Source : Décision SONEPAR, Commission des sanctions de l’Agence Française Anti-Corruption, 4 juillet 2019
SONEPAR est un groupe français, leader de la distribution de matériels électriques, solutions et services associés. Société par actions simplifiée employant plus de 46 000 personnes et générant un chiffre d’affaires de plus de 22 milliards d’euros, SONEPAR est une entité qui, remplissant les seuils posés par la loi n° 2016-1691 du 9 décembre 2016 relative à la transparence, à la lutte contre la corruption et à la modernisation de la vie économique, dite « Sapin II », peut faire l’objet d’un contrôle de l’Agence Française Anti-Corruption (AFA).
L’objet du contrôle de l’AFA est la vérification de la conformité de l’entreprise concernée à la loi Sapin II particulièrement au regard de ses obligations de gestion des risques de corruption et de trafic d’influence.
Etape 1 : notification du contrôle et constitution de la task force
C’est chose faite puisque le 18 octobre 2017, SONEPAR reçoit notification d’une lettre d’avis de contrôle de l’AFA. C’est le début d’une longue procédure d’autant plus inédite puisque SONEPAR sera la première société à être convoquée devant la commission des sanctions de l’AFA.

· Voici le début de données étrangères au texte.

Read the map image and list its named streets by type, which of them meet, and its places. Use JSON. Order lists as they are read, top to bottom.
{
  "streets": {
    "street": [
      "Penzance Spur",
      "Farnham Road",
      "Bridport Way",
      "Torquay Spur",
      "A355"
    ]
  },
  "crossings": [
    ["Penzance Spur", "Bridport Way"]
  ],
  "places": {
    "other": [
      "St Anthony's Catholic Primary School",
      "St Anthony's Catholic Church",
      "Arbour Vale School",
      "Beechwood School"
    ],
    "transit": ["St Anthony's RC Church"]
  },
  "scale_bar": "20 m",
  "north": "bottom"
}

Le contrôle déclenché, l’objectif est de constituer une équipe dédiée au contrôle de l’AFA de sorte à pouvoir répondre à la première étape du contrôle. Ainsi, le juridique, les RH, le contrôle interne et l’audit constituent la task force menée par le point de contact entre SONEPAR et l’AFA, habituellement le directeur juridique et/ou compliance, mais en l’espèce, ce sera la présidente de SONEPAR, ancien avocat aux Barreaux de Paris et New-York, qui choisira d’incarner cette fonction.

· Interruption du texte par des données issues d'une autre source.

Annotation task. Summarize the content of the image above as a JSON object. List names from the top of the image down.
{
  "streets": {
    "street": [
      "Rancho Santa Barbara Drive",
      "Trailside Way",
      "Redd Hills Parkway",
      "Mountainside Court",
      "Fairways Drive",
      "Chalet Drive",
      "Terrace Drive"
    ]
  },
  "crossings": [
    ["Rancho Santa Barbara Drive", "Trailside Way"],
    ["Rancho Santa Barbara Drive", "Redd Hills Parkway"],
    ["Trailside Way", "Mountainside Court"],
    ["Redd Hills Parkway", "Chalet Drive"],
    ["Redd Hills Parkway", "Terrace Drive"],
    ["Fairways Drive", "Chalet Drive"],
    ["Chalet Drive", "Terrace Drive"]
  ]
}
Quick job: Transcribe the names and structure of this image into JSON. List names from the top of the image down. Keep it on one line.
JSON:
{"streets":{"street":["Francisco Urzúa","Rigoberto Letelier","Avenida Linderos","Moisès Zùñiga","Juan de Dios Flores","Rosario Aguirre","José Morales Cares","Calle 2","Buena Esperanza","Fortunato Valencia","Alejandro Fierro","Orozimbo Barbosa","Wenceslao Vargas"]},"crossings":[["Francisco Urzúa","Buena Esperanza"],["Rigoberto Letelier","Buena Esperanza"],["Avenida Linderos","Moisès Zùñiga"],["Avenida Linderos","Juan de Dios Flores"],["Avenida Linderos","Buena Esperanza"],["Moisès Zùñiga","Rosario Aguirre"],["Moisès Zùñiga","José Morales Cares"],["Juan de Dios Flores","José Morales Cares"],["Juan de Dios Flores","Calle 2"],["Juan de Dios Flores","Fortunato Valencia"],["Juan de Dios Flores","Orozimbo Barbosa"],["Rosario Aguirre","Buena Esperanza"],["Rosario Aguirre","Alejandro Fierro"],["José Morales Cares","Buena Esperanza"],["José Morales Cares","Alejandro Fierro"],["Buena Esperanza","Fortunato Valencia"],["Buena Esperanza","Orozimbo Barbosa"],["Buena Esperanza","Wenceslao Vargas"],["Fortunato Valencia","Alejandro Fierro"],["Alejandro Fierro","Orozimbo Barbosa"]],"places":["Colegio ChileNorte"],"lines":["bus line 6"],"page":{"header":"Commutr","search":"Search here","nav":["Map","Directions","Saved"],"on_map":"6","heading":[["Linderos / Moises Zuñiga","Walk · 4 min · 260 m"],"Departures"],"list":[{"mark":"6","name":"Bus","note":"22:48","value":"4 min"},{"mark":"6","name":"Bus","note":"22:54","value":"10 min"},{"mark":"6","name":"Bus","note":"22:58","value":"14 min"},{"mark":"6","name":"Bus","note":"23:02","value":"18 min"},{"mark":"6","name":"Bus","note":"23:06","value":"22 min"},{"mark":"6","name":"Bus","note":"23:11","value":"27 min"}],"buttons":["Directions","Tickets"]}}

Lors de cette première étape, l’entité contrôlée doit répondre à un premier questionnaire de l’AFA. Les réponses doivent être documentées de sorte que l’AFA peut solliciter de l’entité contrôlée tout document juridique, administratif, financier, comptable, fiscal ou encore relatif aux politiques de compliance/éthique susceptible de démontrer sa conformité au texte précité. La Commission des sanctions de l’AFA qui statuera le 4 juillet 2019 précisera à cet égard que « les contrôleurs de l’Agence peuvent […] solliciter des documents et renseignements se rapportant à une période antérieure à la date d’entrée en vigueur de la loi du 9 décembre 2016 dès lors que ces documents et renseignements sont utiles [et notamment s’] ils sont de nature à permettre d’appréhender concrètement l’exposition de l’entité contrôlée aux risques de corruption et de trafic d’influence eu égard à la façon dont l’entité contrôlée a fait face dans le passé à l’exposition à ces risques ».
Outre le « temps-homme », les coûts de traduction qui peuvent être générés pour la production de documents en langue française doivent aussi être pris en compte car à la charge de l’entreprise contrôlée.

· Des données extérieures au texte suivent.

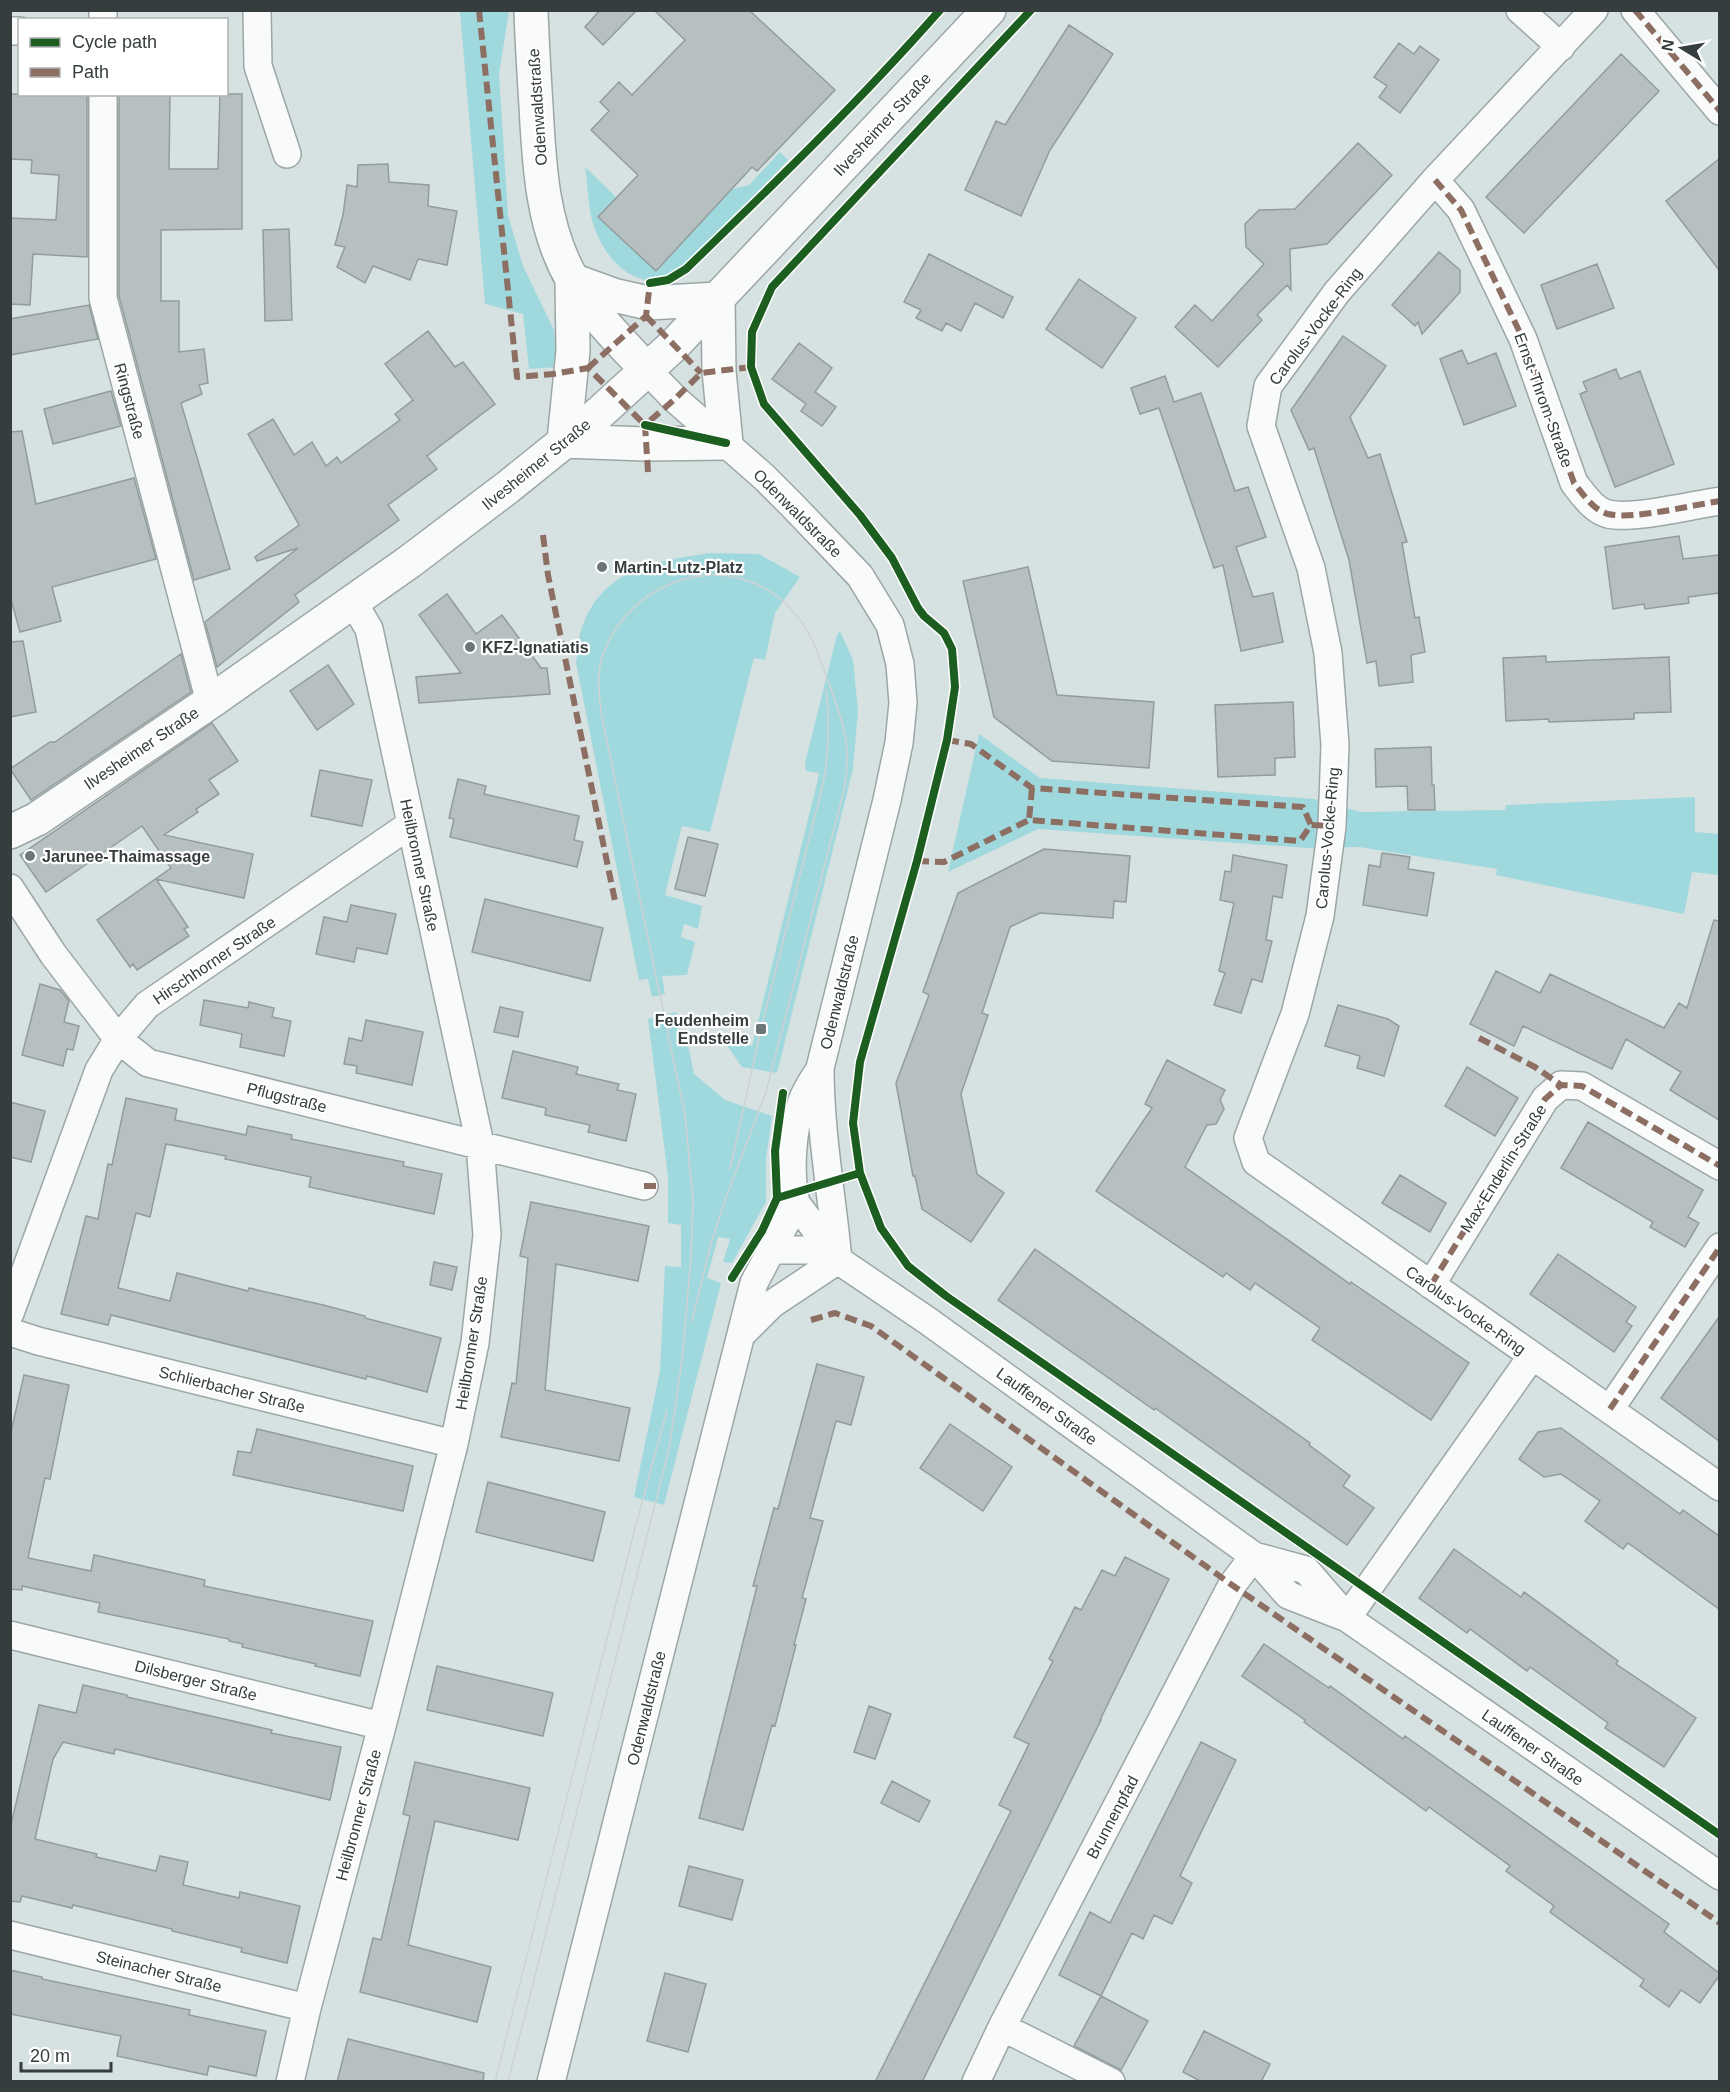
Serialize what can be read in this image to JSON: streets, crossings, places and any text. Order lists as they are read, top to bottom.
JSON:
{
  "streets": {
    "street": [
      "Odenwaldstraße",
      "Ilvesheimer Straße",
      "Carolus-Vocke-Ring",
      "Ernst-Throm-Straße",
      "Ringstraße",
      "Heilbronner Straße",
      "Hirschhorner Straße",
      "Pflugstraße",
      "Max-Enderlin-Straße",
      "Schlierbacher Straße",
      "Lauffener Straße",
      "Dilsberger Straße",
      "Brunnenpfad",
      "Steinacher Straße"
    ]
  },
  "crossings": [
    ["Odenwaldstraße", "Ilvesheimer Straße"],
    ["Odenwaldstraße", "Lauffener Straße"],
    ["Ilvesheimer Straße", "Ringstraße"],
    ["Ilvesheimer Straße", "Heilbronner Straße"],
    ["Carolus-Vocke-Ring", "Ernst-Throm-Straße"],
    ["Carolus-Vocke-Ring", "Max-Enderlin-Straße"],
    ["Carolus-Vocke-Ring", "Lauffener Straße"],
    ["Heilbronner Straße", "Hirschhorner Straße"],
    ["Heilbronner Straße", "Pflugstraße"],
    ["Heilbronner Straße", "Schlierbacher Straße"],
    ["Heilbronner Straße", "Dilsberger Straße"],
    ["Heilbronner Straße", "Steinacher Straße"],
    ["Hirschhorner Straße", "Pflugstraße"],
    ["Lauffener Straße", "Brunnenpfad"]
  ],
  "places": {
    "other": ["Martin-Lutz-Platz", "KFZ-Ignatiatis", "Jarunee-Thaimassage"],
    "transit": ["Feudenheim Endstelle"]
  },
  "legend": ["Cycle path", "Path"],
  "scale_bar": "20 m",
  "north": "left"
}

Etape 2 : contrôle dans les locaux de l’entreprise contrôlée
Afin de compléter ou d’approfondir certains éléments en réponse au questionnaire précité, l’AFA se rend dans les locaux de l’entreprise afin de rencontrer les personnes qu’elle a identifiées (direction générale, direction juridique, direction financière ou encore fonctions support). A cette fin, l’AFA transmet en amont une liste d’interlocuteurs qu’elle souhaite rencontrer.
Toutefois, une fois sur place, la liste d’interlocuteurs peut faire l’objet de modification par l’AFA qui peut choisir de ne plus entendre certaines personnes pourtant sélectionnées ou au contraire de s’entretenir avec d’autres non désignées au départ.
Il convient de retenir que si ces entretiens ne sont pas des auditions au sens du droit pénal de sorte qu’aucun procès-verbal n’est établi lors de ces entretiens, la personne entendue peut toutefois être, si elle le souhaite, assistée d’un avocat. La présence de ce tiers permet, outre de rassurer les collaborateurs généralement novices dans ce type d’exercice, de conserver une trace écrite des échanges individuels avec les agents de l’AFA.
Etape 3 : rapport d’enquête préliminaire de l’AFA
A l’issu de cette semaine (4-5 jours en général), l’AFA rédige un rapport d’enquête préliminaire qui est communiqué à l’entreprise contrôlée.
En l’espèce, dans son rapport préliminaire, l’AFA a considéré, au regard des éléments fournis par SONEPAR (documents et entretiens), que cette dernière ne disposait d’aucun des huit outils[1] définis par l’article 17 de la loi Sapin II permettant de lutter et gérer les risques de corruption et de trafic d’influence.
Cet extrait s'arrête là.